The new land reforms set out by the Rural Development and Land Reform Minister Gugile Nkwinti caused a fair amount of up-roar and rightly so. The land reform set out that half of big farms should be handed to the workers on the farm, with the longest serving workers benefiting the most. The farm owner will not be directly compensated, but will receive a share in a fund that funds the small farmers and in return benefits from the returns of the fund (if there are any).

The basic idea that everybody should own some land, especially if they work on it is amended from the communist principle that says that everybody should be able to benefit from the land, thus all land should be owned by the government. It sounds fair enough, but as we have witnessed so many times before (it happened in almost every African country) it always has a devastating effect, especially on the poor. And it will be the same for South Africa, where our poor population once again get left further behind because of poor policy choices by the government.

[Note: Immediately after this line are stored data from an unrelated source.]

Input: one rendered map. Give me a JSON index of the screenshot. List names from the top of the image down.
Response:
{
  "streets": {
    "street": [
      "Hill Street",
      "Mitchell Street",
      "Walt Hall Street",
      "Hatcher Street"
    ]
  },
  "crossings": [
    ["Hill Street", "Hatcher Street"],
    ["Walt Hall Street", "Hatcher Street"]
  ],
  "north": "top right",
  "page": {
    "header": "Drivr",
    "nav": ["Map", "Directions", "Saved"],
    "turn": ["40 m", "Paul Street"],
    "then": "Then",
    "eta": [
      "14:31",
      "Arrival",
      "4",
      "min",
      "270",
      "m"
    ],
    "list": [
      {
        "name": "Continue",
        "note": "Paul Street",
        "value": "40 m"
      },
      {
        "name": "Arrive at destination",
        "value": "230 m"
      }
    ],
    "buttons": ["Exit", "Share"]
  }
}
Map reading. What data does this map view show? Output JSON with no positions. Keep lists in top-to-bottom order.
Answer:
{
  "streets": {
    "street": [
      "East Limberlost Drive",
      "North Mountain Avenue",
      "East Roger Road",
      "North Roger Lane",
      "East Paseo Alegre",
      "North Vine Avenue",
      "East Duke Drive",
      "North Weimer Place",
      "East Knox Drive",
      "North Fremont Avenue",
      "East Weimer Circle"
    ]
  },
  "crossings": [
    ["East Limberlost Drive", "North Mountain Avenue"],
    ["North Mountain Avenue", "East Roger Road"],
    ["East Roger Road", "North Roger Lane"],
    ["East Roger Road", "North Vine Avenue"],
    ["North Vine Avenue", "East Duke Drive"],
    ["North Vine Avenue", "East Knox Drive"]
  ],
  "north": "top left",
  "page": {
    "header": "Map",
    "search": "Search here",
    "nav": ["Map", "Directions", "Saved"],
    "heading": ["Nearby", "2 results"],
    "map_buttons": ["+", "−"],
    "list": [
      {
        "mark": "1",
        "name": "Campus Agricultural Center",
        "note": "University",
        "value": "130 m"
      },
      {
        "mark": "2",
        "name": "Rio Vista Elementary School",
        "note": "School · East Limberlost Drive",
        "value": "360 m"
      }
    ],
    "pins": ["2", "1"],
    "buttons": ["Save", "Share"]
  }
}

To understand why, one needs to understand a bit about the business of farming, the food chain and inflation. Let’s start with the first one:

 

The business of farming:

Farming is a highly competitive and, in my mind, volatile business to be in. Essentially you are producing a homogeneous product (since the chickens or maize produced by one farmer is not very different than that produced by another) thus your selling price will be the biggest determining factor of the quantity sold. Added to that, the farmer is often subjected to very unpredictable events that are not within their own control, like the weather and nature (think of locust plagues). Because of this, the income stream is often uncertain and very difficult to predict.

If a farmer is a price taker, there are only two ways to increase profits (or in most cases, just survive). The one is to decrease the costs of producing, the other is to increase the yields by increasing the efficiency. The trouble is that most of the innovations done to increase the yields cost money, requiring a cash outlay to buy expensive machinery. The only way to make it feasible somehow, is to be as big as possible, thus reducing the incremental cost per unit (the benefits of economies of scale).

 

The food chain:

A lot depends on our maize production. The reason is very simple; maize is one of the main input costs of other foods, like chicken and pork. Thus a lower maize price should reduce the price of chickens (maize cost are about 40% to 50% of the costs of your chicken in the supermarket). We are currently producing about enough maize to supply most of South Africa’s needs. That means that if we loose any more production capacity in South Africa (as we surely will, it has always been the case in previous attempts to distribute land. Farm production of farms that have been redistributed through a the lands claim program before has fallen by more than 90%), we will have to import maize. That doesn’t sound too bad? Well, because of the geographic distance to other major exporting producers (like USA), the imported maize will be substantial more expensive. No local farmer in his right mind would sell his maize at a lower price, thus the local price will adjust to import parity. The effect will be that all foods further down the food chain will become more expensive, just because we have lost the ability to produce enough, which will have a devastating effect on the third topic, inflation.

 

Inflation:

Inflation is the percentage at which goods and services get more expensive every year. The official target rate of SARB is 6%. This means that if something costs R100 today, it will cost R106 in a years’ time. With that rate, prices double roughly every 13 years (with an inflation of 2% they would double in about 36 years). The trouble with the inflation figures is that it is a compounded number of the average household. Poor households typically spend more on basic demands (as per Marslow’s hierarchy) such as food and shelter. Thus poor people are more exposed to volatility in food prices (we have recently seen double digit food inflation). A rise in the price of maize will have a devastating effect on the ability of poor families just to get by.

I am of the opinion  that the impact  of the land reforms  on the wider economy have not been thought through properly. It is based on sentiments instead of realism, and should it be passed as is, would nudge South Africa one more towards repeating the failed expectations of Argentina in the early 20th century, rather than living up to the potential it could be.